**What to do:** The answer should contain all of the data, retyped without any alteration.

Items from a data source
=======
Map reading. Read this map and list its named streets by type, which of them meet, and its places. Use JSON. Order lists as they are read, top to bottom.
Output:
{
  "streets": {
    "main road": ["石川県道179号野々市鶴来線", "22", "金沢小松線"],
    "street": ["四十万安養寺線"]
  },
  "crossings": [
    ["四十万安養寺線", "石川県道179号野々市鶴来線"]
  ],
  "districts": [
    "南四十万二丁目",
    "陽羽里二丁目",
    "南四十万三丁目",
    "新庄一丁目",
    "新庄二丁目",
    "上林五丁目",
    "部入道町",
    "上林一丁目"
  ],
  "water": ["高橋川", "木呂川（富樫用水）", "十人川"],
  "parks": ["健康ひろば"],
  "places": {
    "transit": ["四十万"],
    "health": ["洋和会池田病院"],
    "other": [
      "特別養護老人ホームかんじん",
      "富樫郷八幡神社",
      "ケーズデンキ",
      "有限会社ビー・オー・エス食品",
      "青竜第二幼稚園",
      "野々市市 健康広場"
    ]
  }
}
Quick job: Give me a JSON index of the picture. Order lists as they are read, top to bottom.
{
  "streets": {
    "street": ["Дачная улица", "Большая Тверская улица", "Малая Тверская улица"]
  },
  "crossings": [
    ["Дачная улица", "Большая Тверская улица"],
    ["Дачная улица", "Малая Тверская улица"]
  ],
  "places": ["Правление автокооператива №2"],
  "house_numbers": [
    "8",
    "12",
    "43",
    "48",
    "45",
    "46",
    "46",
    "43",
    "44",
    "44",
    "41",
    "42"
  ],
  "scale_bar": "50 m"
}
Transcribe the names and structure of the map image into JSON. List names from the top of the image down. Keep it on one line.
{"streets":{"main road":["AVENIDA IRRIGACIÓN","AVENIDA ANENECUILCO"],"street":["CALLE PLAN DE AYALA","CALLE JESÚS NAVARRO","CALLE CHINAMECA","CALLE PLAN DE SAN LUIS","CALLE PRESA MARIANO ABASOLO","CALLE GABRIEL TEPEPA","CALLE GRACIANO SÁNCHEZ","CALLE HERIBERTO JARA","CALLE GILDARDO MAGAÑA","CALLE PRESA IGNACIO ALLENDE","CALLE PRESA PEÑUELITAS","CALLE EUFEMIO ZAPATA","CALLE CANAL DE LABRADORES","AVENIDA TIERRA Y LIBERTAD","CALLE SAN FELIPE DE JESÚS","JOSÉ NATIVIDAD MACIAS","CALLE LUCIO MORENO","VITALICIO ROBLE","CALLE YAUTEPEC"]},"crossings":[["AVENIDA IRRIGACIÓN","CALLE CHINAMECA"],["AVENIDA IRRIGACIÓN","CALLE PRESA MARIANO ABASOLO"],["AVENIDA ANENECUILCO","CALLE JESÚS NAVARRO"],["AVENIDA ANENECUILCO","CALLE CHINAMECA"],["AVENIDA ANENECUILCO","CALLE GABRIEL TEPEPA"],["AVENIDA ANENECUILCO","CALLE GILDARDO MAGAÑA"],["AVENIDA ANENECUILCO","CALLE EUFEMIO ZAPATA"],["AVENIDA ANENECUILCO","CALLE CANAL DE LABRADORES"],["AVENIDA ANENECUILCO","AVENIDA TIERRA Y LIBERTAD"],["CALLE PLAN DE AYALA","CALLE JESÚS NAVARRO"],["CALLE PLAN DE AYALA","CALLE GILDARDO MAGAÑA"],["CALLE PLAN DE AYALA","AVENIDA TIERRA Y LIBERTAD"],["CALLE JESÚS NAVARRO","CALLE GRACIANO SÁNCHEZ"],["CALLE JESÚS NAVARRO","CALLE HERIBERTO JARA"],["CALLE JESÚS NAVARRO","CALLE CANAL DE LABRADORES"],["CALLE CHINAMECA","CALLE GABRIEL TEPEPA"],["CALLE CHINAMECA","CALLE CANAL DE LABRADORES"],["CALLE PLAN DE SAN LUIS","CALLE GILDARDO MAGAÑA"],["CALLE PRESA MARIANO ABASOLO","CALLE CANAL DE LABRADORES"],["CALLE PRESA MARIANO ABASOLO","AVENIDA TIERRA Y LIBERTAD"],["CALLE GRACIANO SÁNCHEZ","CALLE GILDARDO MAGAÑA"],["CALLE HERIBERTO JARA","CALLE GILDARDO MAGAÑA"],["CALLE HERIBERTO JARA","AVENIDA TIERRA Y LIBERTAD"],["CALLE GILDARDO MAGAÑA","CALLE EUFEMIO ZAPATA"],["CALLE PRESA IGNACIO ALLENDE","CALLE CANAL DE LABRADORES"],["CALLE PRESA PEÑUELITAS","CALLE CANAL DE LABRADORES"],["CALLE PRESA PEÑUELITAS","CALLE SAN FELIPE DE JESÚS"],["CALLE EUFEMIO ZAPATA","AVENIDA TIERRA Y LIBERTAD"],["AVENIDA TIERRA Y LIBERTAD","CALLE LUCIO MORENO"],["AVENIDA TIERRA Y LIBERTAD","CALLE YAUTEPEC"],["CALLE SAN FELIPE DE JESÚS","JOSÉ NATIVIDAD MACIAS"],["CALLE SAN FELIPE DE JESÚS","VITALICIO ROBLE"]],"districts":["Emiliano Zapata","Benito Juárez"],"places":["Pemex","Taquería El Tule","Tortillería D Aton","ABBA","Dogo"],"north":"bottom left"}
=======
**Solution to the exercise:**
Map reading. Read this map and list its named streets by type, which of them meet, and its places. Use JSON. Order lists as they are read, top to bottom.
Output:
{
  "streets": {
    "main road": ["石川県道179号野々市鶴来線", "22", "金沢小松線"],
    "street": ["四十万安養寺線"]
  },
  "crossings": [
    ["四十万安養寺線", "石川県道179号野々市鶴来線"]
  ],
  "districts": [
    "南四十万二丁目",
    "陽羽里二丁目",
    "南四十万三丁目",
    "新庄一丁目",
    "新庄二丁目",
    "上林五丁目",
    "部入道町",
    "上林一丁目"
  ],
  "water": ["高橋川", "木呂川（富樫用水）", "十人川"],
  "parks": ["健康ひろば"],
  "places": {
    "transit": ["四十万"],
    "health": ["洋和会池田病院"],
    "other": [
      "特別養護老人ホームかんじん",
      "富樫郷八幡神社",
      "ケーズデンキ",
      "有限会社ビー・オー・エス食品",
      "青竜第二幼稚園",
      "野々市市 健康広場"
    ]
  }
}
Quick job: Give me a JSON index of the picture. Order lists as they are read, top to bottom.
{
  "streets": {
    "street": ["Дачная улица", "Большая Тверская улица", "Малая Тверская улица"]
  },
  "crossings": [
    ["Дачная улица", "Большая Тверская улица"],
    ["Дачная улица", "Малая Тверская улица"]
  ],
  "places": ["Правление автокооператива №2"],
  "house_numbers": [
    "8",
    "12",
    "43",
    "48",
    "45",
    "46",
    "46",
    "43",
    "44",
    "44",
    "41",
    "42"
  ],
  "scale_bar": "50 m"
}
Transcribe the names and structure of the map image into JSON. List names from the top of the image down. Keep it on one line.
{"streets":{"main road":["AVENIDA IRRIGACIÓN","AVENIDA ANENECUILCO"],"street":["CALLE PLAN DE AYALA","CALLE JESÚS NAVARRO","CALLE CHINAMECA","CALLE PLAN DE SAN LUIS","CALLE PRESA MARIANO ABASOLO","CALLE GABRIEL TEPEPA","CALLE GRACIANO SÁNCHEZ","CALLE HERIBERTO JARA","CALLE GILDARDO MAGAÑA","CALLE PRESA IGNACIO ALLENDE","CALLE PRESA PEÑUELITAS","CALLE EUFEMIO ZAPATA","CALLE CANAL DE LABRADORES","AVENIDA TIERRA Y LIBERTAD","CALLE SAN FELIPE DE JESÚS","JOSÉ NATIVIDAD MACIAS","CALLE LUCIO MORENO","VITALICIO ROBLE","CALLE YAUTEPEC"]},"crossings":[["AVENIDA IRRIGACIÓN","CALLE CHINAMECA"],["AVENIDA IRRIGACIÓN","CALLE PRESA MARIANO ABASOLO"],["AVENIDA ANENECUILCO","CALLE JESÚS NAVARRO"],["AVENIDA ANENECUILCO","CALLE CHINAMECA"],["AVENIDA ANENECUILCO","CALLE GABRIEL TEPEPA"],["AVENIDA ANENECUILCO","CALLE GILDARDO MAGAÑA"],["AVENIDA ANENECUILCO","CALLE EUFEMIO ZAPATA"],["AVENIDA ANENECUILCO","CALLE CANAL DE LABRADORES"],["AVENIDA ANENECUILCO","AVENIDA TIERRA Y LIBERTAD"],["CALLE PLAN DE AYALA","CALLE JESÚS NAVARRO"],["CALLE PLAN DE AYALA","CALLE GILDARDO MAGAÑA"],["CALLE PLAN DE AYALA","AVENIDA TIERRA Y LIBERTAD"],["CALLE JESÚS NAVARRO","CALLE GRACIANO SÁNCHEZ"],["CALLE JESÚS NAVARRO","CALLE HERIBERTO JARA"],["CALLE JESÚS NAVARRO","CALLE CANAL DE LABRADORES"],["CALLE CHINAMECA","CALLE GABRIEL TEPEPA"],["CALLE CHINAMECA","CALLE CANAL DE LABRADORES"],["CALLE PLAN DE SAN LUIS","CALLE GILDARDO MAGAÑA"],["CALLE PRESA MARIANO ABASOLO","CALLE CANAL DE LABRADORES"],["CALLE PRESA MARIANO ABASOLO","AVENIDA TIERRA Y LIBERTAD"],["CALLE GRACIANO SÁNCHEZ","CALLE GILDARDO MAGAÑA"],["CALLE HERIBERTO JARA","CALLE GILDARDO MAGAÑA"],["CALLE HERIBERTO JARA","AVENIDA TIERRA Y LIBERTAD"],["CALLE GILDARDO MAGAÑA","CALLE EUFEMIO ZAPATA"],["CALLE PRESA IGNACIO ALLENDE","CALLE CANAL DE LABRADORES"],["CALLE PRESA PEÑUELITAS","CALLE CANAL DE LABRADORES"],["CALLE PRESA PEÑUELITAS","CALLE SAN FELIPE DE JESÚS"],["CALLE EUFEMIO ZAPATA","AVENIDA TIERRA Y LIBERTAD"],["AVENIDA TIERRA Y LIBERTAD","CALLE LUCIO MORENO"],["AVENIDA TIERRA Y LIBERTAD","CALLE YAUTEPEC"],["CALLE SAN FELIPE DE JESÚS","JOSÉ NATIVIDAD MACIAS"],["CALLE SAN FELIPE DE JESÚS","VITALICIO ROBLE"]],"districts":["Emiliano Zapata","Benito Juárez"],"places":["Pemex","Taquería El Tule","Tortillería D Aton","ABBA","Dogo"],"north":"bottom left"}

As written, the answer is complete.